#### [What is needed]
Provide nothing except how many lines of the data contain the word "green".

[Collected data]
<<<<

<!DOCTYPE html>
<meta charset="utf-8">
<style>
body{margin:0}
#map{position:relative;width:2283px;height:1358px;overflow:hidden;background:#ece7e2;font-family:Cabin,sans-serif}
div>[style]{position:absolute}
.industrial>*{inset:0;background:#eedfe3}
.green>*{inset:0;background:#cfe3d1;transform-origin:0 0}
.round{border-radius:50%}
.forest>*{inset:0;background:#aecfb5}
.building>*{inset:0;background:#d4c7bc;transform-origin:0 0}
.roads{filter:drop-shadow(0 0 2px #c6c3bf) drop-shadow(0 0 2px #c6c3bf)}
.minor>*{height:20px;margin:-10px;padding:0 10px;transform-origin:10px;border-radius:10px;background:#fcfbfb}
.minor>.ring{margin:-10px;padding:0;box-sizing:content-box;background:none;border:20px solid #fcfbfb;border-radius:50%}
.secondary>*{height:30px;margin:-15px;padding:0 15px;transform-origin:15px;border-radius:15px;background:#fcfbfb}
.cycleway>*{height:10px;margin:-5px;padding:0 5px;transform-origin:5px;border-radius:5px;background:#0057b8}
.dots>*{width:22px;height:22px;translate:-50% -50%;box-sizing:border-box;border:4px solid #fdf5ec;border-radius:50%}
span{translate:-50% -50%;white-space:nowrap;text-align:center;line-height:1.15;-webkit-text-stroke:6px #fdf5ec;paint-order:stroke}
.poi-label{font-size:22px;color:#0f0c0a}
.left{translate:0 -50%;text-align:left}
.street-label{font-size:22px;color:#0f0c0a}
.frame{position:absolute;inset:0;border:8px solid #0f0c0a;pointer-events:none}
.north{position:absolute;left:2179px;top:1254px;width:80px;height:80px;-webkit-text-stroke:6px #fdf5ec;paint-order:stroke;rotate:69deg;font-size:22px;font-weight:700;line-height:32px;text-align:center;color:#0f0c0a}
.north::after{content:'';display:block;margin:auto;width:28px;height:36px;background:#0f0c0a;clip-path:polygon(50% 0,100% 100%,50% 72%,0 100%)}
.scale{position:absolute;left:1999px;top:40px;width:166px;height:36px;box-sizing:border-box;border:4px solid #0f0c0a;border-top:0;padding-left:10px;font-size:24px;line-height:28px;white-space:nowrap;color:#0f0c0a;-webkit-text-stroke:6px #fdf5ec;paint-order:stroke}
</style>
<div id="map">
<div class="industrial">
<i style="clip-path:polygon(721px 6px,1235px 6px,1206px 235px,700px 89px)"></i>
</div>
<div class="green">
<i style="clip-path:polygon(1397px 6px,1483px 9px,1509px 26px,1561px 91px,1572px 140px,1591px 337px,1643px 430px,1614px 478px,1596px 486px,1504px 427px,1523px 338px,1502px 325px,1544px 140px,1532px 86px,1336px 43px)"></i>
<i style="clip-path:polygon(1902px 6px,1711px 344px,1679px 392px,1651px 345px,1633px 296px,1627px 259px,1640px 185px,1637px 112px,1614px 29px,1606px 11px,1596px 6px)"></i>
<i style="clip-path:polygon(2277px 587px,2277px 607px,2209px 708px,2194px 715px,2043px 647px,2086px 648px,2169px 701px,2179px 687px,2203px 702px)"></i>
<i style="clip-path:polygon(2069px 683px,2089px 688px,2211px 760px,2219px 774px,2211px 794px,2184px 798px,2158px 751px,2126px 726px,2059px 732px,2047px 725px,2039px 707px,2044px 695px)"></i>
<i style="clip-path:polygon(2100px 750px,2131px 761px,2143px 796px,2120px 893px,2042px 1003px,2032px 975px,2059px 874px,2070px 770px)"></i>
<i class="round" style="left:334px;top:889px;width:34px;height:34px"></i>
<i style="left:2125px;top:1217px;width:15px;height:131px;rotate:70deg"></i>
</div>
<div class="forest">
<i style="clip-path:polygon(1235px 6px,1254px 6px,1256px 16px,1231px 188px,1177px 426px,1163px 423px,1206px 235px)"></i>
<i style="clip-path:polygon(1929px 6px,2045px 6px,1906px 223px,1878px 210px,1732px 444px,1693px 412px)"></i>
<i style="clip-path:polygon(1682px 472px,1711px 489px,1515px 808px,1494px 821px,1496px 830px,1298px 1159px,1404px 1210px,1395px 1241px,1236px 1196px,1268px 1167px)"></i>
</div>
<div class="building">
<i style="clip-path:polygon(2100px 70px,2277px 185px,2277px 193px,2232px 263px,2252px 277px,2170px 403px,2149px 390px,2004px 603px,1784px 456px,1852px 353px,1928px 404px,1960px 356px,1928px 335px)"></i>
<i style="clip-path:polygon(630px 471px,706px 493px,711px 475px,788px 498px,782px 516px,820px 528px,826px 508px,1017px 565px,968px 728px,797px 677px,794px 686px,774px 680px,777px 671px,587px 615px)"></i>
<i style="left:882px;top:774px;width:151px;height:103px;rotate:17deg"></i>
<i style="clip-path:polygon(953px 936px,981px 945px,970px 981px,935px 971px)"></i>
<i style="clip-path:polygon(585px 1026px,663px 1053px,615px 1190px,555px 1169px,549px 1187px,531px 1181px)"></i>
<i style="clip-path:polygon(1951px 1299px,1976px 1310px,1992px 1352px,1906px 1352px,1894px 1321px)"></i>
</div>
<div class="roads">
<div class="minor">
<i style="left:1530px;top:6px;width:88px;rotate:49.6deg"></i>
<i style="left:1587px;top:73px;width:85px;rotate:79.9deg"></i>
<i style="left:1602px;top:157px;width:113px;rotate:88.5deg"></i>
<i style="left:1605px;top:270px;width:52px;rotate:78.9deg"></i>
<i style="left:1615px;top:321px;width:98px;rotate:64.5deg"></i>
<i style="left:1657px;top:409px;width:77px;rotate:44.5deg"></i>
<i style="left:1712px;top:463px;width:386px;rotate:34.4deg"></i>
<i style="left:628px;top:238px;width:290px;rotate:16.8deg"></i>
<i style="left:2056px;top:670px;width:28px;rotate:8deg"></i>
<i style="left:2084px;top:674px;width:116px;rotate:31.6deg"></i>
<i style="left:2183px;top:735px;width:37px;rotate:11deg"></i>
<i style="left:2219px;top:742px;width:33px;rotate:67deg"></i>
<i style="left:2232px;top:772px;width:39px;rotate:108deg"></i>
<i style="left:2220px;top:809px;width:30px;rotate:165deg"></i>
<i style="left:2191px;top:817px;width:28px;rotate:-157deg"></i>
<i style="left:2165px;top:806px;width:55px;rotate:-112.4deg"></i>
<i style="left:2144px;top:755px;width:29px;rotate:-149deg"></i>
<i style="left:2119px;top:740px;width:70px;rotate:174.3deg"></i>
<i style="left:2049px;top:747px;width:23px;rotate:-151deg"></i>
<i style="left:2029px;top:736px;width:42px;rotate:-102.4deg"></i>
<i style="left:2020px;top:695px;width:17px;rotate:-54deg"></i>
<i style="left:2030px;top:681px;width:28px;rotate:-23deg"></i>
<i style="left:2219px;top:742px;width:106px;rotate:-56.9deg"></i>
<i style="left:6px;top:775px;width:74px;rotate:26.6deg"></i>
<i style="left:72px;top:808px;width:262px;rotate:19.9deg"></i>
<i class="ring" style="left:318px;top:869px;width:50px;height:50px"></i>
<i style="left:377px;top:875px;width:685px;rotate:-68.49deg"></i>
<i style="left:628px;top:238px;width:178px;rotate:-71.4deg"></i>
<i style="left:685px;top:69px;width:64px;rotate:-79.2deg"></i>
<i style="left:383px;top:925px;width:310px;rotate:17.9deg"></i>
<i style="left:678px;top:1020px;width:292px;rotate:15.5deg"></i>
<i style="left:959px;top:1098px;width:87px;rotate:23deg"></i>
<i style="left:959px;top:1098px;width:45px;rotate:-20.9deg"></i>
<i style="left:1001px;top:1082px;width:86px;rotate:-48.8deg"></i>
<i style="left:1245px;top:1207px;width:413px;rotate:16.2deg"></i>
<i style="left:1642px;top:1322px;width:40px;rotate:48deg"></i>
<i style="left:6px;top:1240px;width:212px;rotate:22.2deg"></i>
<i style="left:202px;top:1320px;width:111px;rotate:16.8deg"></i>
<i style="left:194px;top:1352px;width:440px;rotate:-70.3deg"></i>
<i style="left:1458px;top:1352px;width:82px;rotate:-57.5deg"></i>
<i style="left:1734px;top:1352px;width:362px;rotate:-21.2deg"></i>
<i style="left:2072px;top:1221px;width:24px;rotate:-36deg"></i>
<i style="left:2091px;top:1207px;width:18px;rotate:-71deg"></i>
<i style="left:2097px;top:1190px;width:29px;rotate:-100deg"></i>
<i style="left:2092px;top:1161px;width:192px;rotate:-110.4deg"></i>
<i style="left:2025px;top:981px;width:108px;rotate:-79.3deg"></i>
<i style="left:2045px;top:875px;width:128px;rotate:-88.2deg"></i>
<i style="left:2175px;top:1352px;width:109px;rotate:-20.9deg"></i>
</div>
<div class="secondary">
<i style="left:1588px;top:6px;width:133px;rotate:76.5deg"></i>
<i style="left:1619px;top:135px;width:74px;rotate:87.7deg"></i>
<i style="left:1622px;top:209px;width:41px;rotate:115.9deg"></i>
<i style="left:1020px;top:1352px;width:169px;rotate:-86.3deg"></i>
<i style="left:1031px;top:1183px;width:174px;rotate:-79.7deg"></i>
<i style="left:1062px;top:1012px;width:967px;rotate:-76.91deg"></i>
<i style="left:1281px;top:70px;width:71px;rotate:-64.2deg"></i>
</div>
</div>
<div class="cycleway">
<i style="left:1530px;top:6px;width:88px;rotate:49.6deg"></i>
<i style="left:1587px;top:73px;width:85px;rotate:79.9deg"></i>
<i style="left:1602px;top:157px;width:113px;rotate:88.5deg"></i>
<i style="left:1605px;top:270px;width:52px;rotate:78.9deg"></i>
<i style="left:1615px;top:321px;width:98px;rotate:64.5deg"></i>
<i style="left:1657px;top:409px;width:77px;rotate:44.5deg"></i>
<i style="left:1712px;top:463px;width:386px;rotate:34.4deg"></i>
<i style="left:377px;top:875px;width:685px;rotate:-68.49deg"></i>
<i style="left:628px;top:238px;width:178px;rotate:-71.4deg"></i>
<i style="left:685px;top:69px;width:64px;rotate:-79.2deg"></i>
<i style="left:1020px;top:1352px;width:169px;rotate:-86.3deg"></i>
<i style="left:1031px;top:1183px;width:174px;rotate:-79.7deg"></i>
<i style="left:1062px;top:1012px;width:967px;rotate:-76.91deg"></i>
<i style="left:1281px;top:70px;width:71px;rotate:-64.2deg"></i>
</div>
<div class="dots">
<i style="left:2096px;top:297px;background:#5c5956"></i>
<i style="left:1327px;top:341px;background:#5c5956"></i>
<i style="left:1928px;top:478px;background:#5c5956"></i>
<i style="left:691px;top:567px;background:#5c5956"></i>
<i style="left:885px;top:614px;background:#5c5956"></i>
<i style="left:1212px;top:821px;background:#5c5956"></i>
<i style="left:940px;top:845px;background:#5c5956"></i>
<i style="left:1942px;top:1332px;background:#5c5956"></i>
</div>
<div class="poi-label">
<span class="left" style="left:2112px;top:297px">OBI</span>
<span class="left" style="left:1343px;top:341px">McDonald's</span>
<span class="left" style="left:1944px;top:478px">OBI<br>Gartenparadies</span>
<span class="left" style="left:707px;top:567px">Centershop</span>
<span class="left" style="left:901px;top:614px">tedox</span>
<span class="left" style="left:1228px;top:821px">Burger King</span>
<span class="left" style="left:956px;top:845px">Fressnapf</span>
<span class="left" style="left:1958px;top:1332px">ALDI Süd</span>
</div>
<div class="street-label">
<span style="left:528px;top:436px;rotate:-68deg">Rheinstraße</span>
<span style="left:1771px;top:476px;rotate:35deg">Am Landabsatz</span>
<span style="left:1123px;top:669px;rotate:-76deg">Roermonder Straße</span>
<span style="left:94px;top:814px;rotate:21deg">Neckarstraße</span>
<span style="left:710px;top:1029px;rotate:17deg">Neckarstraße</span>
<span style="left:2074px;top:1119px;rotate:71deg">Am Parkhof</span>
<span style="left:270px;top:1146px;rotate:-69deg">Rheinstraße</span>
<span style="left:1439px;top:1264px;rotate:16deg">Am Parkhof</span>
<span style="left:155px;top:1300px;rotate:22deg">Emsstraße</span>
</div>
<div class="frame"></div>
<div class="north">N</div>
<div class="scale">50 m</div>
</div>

>>>>

#### [Response below]
2